The first stars: CEMP--no stars and signatures of spinstars

TL;DR

This paper investigates the origins of peculiar chemical abundances in CEMP-no stars, suggesting that fast-rotating massive stars with partial mixing and stellar winds better explain observed patterns than traditional supernova or AGB models.

Contribution

It introduces a new classification scheme for CEMP-no stars based on their chemical signatures and highlights the role of rotating massive stars with partial mixing in their nucleosynthesis.

Findings

CEMP-no stars show products of He-burning with partial CNO processing.

Standard AGB and supernova models cannot fully explain observed abundances.
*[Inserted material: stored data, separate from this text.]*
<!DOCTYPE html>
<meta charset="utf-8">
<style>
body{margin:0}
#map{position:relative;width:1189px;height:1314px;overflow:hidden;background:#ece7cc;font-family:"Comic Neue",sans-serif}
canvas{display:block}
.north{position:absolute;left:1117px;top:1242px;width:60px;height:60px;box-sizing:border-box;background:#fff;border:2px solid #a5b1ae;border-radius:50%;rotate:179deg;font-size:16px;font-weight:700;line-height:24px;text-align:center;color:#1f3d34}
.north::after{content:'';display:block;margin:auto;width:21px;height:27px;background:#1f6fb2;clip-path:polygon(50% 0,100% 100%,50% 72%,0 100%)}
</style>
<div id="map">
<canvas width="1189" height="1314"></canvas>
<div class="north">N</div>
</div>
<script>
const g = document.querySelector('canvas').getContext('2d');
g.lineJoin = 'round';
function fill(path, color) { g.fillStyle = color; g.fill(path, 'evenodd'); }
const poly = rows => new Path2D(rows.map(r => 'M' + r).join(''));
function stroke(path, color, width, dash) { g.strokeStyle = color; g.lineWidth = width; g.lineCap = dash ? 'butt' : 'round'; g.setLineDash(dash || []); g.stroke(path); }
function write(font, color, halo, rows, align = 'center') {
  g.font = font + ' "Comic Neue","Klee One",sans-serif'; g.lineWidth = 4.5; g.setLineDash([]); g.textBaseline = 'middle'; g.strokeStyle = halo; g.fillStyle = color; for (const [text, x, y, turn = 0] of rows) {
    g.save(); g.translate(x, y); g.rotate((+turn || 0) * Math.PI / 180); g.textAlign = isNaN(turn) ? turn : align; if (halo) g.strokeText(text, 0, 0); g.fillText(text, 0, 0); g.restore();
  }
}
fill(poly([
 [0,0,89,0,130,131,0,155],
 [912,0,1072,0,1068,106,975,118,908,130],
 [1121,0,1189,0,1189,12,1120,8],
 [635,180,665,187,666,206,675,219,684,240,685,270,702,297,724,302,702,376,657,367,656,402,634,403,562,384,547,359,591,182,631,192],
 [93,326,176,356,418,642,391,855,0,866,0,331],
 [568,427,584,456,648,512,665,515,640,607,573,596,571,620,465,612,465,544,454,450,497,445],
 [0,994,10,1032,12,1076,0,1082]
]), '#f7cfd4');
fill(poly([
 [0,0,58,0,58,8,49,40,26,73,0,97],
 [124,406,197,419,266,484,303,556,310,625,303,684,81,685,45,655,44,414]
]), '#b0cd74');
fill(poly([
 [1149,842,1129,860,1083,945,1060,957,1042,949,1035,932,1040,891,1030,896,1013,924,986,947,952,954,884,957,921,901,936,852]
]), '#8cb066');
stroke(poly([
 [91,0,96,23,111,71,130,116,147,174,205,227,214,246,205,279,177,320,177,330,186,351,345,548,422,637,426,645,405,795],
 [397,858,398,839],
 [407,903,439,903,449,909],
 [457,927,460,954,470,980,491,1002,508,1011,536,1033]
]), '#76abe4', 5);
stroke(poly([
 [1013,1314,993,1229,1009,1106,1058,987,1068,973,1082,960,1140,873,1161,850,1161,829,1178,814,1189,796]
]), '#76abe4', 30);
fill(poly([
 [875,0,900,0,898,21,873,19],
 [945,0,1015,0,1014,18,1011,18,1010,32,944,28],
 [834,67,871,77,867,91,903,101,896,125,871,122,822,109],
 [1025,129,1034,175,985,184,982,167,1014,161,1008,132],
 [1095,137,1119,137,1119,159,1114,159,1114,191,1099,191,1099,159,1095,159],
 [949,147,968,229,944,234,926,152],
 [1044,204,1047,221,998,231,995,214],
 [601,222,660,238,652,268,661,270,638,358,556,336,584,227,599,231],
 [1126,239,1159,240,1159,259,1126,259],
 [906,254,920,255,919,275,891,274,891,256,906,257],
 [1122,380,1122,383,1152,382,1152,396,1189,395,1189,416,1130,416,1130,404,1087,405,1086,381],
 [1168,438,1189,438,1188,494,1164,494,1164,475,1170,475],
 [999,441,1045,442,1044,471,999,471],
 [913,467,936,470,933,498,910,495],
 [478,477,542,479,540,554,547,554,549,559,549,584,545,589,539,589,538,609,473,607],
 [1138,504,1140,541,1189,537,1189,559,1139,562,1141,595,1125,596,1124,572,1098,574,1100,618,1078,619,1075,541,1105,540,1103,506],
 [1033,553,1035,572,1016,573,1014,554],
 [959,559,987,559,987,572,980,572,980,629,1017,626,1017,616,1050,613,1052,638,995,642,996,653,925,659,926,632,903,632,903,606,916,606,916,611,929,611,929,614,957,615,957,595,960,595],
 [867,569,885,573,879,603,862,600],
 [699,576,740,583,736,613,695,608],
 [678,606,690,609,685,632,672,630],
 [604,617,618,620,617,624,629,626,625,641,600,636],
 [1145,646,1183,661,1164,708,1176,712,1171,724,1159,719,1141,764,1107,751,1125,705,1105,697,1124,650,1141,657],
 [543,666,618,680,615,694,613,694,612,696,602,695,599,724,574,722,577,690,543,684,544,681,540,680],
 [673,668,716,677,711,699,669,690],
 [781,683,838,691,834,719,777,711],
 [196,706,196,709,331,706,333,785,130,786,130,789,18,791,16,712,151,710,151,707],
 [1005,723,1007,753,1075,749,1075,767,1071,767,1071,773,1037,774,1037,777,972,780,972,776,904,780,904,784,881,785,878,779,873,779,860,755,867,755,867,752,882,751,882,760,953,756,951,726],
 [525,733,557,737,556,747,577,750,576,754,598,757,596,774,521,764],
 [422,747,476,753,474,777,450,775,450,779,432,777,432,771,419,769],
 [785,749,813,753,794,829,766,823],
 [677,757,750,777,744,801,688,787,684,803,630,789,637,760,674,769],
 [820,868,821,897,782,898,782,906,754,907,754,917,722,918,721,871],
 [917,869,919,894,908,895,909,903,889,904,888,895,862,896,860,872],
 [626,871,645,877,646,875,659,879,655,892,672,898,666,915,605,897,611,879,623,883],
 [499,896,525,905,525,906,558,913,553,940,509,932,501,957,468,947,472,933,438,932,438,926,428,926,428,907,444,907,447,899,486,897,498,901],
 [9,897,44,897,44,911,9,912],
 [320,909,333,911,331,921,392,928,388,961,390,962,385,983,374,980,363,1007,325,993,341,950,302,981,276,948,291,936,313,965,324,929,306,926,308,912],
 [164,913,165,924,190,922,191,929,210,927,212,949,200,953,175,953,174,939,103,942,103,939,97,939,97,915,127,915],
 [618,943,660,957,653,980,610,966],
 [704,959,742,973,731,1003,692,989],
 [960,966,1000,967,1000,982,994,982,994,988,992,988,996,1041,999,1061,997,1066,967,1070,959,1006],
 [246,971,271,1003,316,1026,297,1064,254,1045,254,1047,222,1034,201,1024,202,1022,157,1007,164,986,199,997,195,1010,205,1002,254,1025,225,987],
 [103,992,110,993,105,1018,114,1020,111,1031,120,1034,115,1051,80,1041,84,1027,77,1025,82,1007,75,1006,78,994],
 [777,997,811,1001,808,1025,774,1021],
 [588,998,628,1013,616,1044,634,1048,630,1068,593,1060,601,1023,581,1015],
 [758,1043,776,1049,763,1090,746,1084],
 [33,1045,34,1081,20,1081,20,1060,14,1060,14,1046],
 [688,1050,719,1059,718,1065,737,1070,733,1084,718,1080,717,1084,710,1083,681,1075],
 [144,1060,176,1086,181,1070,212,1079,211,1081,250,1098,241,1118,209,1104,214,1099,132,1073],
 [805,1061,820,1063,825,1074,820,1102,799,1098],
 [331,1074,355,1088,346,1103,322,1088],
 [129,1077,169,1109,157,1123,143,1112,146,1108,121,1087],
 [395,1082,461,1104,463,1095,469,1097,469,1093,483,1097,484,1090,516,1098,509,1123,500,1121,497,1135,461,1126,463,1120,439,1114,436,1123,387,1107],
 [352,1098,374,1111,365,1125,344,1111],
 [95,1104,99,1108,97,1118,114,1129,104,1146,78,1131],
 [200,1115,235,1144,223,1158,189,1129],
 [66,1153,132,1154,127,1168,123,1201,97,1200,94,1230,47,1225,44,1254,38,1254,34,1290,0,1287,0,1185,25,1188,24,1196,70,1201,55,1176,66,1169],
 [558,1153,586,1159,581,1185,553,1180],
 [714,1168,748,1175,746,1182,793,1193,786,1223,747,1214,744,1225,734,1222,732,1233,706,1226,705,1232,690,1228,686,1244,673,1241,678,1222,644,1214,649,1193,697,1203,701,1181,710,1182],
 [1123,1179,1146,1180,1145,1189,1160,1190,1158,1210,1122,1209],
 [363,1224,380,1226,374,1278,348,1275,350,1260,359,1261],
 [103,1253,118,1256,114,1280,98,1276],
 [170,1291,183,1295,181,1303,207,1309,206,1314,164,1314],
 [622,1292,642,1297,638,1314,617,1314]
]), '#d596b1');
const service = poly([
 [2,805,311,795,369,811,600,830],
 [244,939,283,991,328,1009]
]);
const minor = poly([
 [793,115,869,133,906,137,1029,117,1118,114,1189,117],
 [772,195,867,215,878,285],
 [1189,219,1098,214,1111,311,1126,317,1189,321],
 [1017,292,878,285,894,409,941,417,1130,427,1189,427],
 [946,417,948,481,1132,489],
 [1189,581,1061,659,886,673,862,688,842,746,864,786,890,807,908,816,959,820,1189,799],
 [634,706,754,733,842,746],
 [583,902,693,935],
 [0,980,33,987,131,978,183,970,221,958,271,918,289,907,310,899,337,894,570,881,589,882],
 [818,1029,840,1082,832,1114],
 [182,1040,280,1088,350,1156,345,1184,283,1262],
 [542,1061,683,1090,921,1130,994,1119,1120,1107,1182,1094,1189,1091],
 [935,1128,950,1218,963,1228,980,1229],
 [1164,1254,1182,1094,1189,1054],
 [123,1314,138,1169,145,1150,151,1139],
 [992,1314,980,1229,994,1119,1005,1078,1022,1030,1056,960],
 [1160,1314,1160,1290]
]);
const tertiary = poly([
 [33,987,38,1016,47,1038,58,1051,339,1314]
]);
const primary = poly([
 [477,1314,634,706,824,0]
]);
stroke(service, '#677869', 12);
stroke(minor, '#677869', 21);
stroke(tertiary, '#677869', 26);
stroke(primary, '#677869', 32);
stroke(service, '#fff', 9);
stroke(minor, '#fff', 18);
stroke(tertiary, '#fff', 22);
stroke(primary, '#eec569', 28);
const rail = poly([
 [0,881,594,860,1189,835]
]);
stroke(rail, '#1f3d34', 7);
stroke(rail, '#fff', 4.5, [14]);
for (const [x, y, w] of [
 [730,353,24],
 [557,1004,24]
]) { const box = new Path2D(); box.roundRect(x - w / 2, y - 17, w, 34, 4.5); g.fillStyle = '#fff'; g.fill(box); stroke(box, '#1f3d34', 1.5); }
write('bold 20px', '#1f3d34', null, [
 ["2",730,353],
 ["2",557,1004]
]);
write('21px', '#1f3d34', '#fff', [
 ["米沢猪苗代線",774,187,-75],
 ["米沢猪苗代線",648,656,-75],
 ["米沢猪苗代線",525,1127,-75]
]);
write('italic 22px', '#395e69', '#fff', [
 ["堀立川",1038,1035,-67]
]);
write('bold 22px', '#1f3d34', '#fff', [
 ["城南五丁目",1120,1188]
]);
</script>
Stellar winds of fast-rotating massive stars better match the observed chemical patterns.

Abstract

(Abridged) The CEMP--no stars are "carbon-enhanced-metal-poor" stars that in principle show no evidence of s-- and r--elements from neutron captures. We try to understand the origin and nucleosynthetic site of their peculiar CNO, Ne--Na, and Mg--Al abundances. We compare the observed abundances to the nucleosynthetic predictions of AGB models and of models of rotating massive stars with internal mixing and mass loss. We also analyze the different behaviors of $\alpha$-- and CNO--elements, as well the abundances of elements involved in the Ne--Na and Mg--Al cycles. We show that CEMP-no stars exhibit products of He--burning that have gone through partial mixing and processing by the CNO cycle, producing low $^{12}$C/$^{13}$C and a broad variety of [C/N] and [O/N] ratios. From a $^{12}$C/$^{13}$C vs. [C/N] diagram, we conclude that neither the yields of AGB stars (in binaries or not) nor the yields of classic supernovae can fully account for the observed CNO abundances in CEMP-no stars. Better agreement is obtained once the chemical contribution by stellar winds of fast-rotating massive stars is taken into account, where partial mixing takes place, leading to various amounts of CNO being ejected. CEMP--no stars present a wide variety in the [C/Fe], [N/Fe], [O/Fe], [Na/Fe], [Mg/Fe], [Al/Fe], and [Sr/Fe] ratios. We show that back-and-forth, partial mixing between the He-- and H--regions may account for this variety. Some s--elements, mainly of the first peak, may even be produced by these processes in a small fraction of the CEMP--no stars. We propose a classification scheme for the CEMP--no and low--s stars, based on the changes in composition produced by these successive back-and-forth mixing motions.